▶ [Source material]
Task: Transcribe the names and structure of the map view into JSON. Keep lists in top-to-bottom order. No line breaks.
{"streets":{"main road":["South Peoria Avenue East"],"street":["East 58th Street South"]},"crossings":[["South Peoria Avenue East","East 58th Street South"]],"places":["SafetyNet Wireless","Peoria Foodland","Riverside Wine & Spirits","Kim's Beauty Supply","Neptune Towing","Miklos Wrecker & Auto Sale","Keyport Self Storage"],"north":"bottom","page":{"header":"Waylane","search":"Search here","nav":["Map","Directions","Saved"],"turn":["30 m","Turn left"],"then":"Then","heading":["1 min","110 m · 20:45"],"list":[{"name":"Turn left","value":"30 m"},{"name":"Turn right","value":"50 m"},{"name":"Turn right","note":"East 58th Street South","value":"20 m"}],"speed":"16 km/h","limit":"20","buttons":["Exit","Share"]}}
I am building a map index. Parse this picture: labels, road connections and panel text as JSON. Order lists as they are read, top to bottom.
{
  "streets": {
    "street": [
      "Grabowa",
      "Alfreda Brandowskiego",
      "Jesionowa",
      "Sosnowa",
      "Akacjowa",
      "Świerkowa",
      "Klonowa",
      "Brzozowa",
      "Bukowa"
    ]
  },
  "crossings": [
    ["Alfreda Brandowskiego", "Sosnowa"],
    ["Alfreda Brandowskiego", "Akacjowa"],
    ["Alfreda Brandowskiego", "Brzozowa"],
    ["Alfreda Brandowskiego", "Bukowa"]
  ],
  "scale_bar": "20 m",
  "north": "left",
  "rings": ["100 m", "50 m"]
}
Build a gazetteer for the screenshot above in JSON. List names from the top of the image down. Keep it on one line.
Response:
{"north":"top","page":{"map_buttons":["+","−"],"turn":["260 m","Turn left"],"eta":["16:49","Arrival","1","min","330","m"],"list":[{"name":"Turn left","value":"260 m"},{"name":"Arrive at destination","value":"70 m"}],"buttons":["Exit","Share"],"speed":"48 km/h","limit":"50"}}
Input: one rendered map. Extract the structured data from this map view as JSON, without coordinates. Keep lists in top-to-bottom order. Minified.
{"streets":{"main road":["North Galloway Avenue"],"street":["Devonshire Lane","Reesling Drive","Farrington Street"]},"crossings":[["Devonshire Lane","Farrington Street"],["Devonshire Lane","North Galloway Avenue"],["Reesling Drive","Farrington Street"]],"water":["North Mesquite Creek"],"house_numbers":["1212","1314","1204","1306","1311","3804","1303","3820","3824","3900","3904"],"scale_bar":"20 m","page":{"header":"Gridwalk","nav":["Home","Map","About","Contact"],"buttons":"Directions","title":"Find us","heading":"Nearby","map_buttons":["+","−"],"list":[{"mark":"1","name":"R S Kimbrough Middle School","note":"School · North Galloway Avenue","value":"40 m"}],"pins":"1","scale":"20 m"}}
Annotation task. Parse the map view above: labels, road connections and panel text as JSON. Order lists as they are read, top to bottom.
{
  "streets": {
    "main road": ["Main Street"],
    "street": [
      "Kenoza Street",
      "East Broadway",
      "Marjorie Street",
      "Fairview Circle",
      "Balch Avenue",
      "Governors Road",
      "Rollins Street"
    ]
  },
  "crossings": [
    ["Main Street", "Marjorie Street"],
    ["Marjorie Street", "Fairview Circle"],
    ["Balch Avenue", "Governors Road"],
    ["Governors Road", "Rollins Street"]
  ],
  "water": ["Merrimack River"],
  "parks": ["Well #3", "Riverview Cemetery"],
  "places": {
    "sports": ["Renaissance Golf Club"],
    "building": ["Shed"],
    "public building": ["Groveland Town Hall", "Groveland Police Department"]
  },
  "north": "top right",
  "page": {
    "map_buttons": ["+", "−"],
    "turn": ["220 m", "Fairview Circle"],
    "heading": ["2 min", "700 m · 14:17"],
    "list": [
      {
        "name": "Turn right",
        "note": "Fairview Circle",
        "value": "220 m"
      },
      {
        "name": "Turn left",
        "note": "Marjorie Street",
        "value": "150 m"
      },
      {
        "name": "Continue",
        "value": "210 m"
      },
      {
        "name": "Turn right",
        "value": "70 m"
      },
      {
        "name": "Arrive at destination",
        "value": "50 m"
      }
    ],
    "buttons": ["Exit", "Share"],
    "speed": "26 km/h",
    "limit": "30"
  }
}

▶ [Exercise directions] Supply the entire listing above again, word for word.

▶ [Your response]
Task: Transcribe the names and structure of the map view into JSON. Keep lists in top-to-bottom order. No line breaks.
{"streets":{"main road":["South Peoria Avenue East"],"street":["East 58th Street South"]},"crossings":[["South Peoria Avenue East","East 58th Street South"]],"places":["SafetyNet Wireless","Peoria Foodland","Riverside Wine & Spirits","Kim's Beauty Supply","Neptune Towing","Miklos Wrecker & Auto Sale","Keyport Self Storage"],"north":"bottom","page":{"header":"Waylane","search":"Search here","nav":["Map","Directions","Saved"],"turn":["30 m","Turn left"],"then":"Then","heading":["1 min","110 m · 20:45"],"list":[{"name":"Turn left","value":"30 m"},{"name":"Turn right","value":"50 m"},{"name":"Turn right","note":"East 58th Street South","value":"20 m"}],"speed":"16 km/h","limit":"20","buttons":["Exit","Share"]}}
I am building a map index. Parse this picture: labels, road connections and panel text as JSON. Order lists as they are read, top to bottom.
{
  "streets": {
    "street": [
      "Grabowa",
      "Alfreda Brandowskiego",
      "Jesionowa",
      "Sosnowa",
      "Akacjowa",
      "Świerkowa",
      "Klonowa",
      "Brzozowa",
      "Bukowa"
    ]
  },
  "crossings": [
    ["Alfreda Brandowskiego", "Sosnowa"],
    ["Alfreda Brandowskiego", "Akacjowa"],
    ["Alfreda Brandowskiego", "Brzozowa"],
    ["Alfreda Brandowskiego", "Bukowa"]
  ],
  "scale_bar": "20 m",
  "north": "left",
  "rings": ["100 m", "50 m"]
}
Build a gazetteer for the screenshot above in JSON. List names from the top of the image down. Keep it on one line.
Response:
{"north":"top","page":{"map_buttons":["+","−"],"turn":["260 m","Turn left"],"eta":["16:49","Arrival","1","min","330","m"],"list":[{"name":"Turn left","value":"260 m"},{"name":"Arrive at destination","value":"70 m"}],"buttons":["Exit","Share"],"speed":"48 km/h","limit":"50"}}
Input: one rendered map. Extract the structured data from this map view as JSON, without coordinates. Keep lists in top-to-bottom order. Minified.
{"streets":{"main road":["North Galloway Avenue"],"street":["Devonshire Lane","Reesling Drive","Farrington Street"]},"crossings":[["Devonshire Lane","Farrington Street"],["Devonshire Lane","North Galloway Avenue"],["Reesling Drive","Farrington Street"]],"water":["North Mesquite Creek"],"house_numbers":["1212","1314","1204","1306","1311","3804","1303","3820","3824","3900","3904"],"scale_bar":"20 m","page":{"header":"Gridwalk","nav":["Home","Map","About","Contact"],"buttons":"Directions","title":"Find us","heading":"Nearby","map_buttons":["+","−"],"list":[{"mark":"1","name":"R S Kimbrough Middle School","note":"School · North Galloway Avenue","value":"40 m"}],"pins":"1","scale":"20 m"}}
Annotation task. Parse the map view above: labels, road connections and panel text as JSON. Order lists as they are read, top to bottom.
{
  "streets": {
    "main road": ["Main Street"],
    "street": [
      "Kenoza Street",
      "East Broadway",
      "Marjorie Street",
      "Fairview Circle",
      "Balch Avenue",
      "Governors Road",
      "Rollins Street"
    ]
  },
  "crossings": [
    ["Main Street", "Marjorie Street"],
    ["Marjorie Street", "Fairview Circle"],
    ["Balch Avenue", "Governors Road"],
    ["Governors Road", "Rollins Street"]
  ],
  "water": ["Merrimack River"],
  "parks": ["Well #3", "Riverview Cemetery"],
  "places": {
    "sports": ["Renaissance Golf Club"],
    "building": ["Shed"],
    "public building": ["Groveland Town Hall", "Groveland Police Department"]
  },
  "north": "top right",
  "page": {
    "map_buttons": ["+", "−"],
    "turn": ["220 m", "Fairview Circle"],
    "heading": ["2 min", "700 m · 14:17"],
    "list": [
      {
        "name": "Turn right",
        "note": "Fairview Circle",
        "value": "220 m"
      },
      {
        "name": "Turn left",
        "note": "Marjorie Street",
        "value": "150 m"
      },
      {
        "name": "Continue",
        "value": "210 m"
      },
      {
        "name": "Turn right",
        "value": "70 m"
      },
      {
        "name": "Arrive at destination",
        "value": "50 m"
      }
    ],
    "buttons": ["Exit", "Share"],
    "speed": "26 km/h",
    "limit": "30"
  }
}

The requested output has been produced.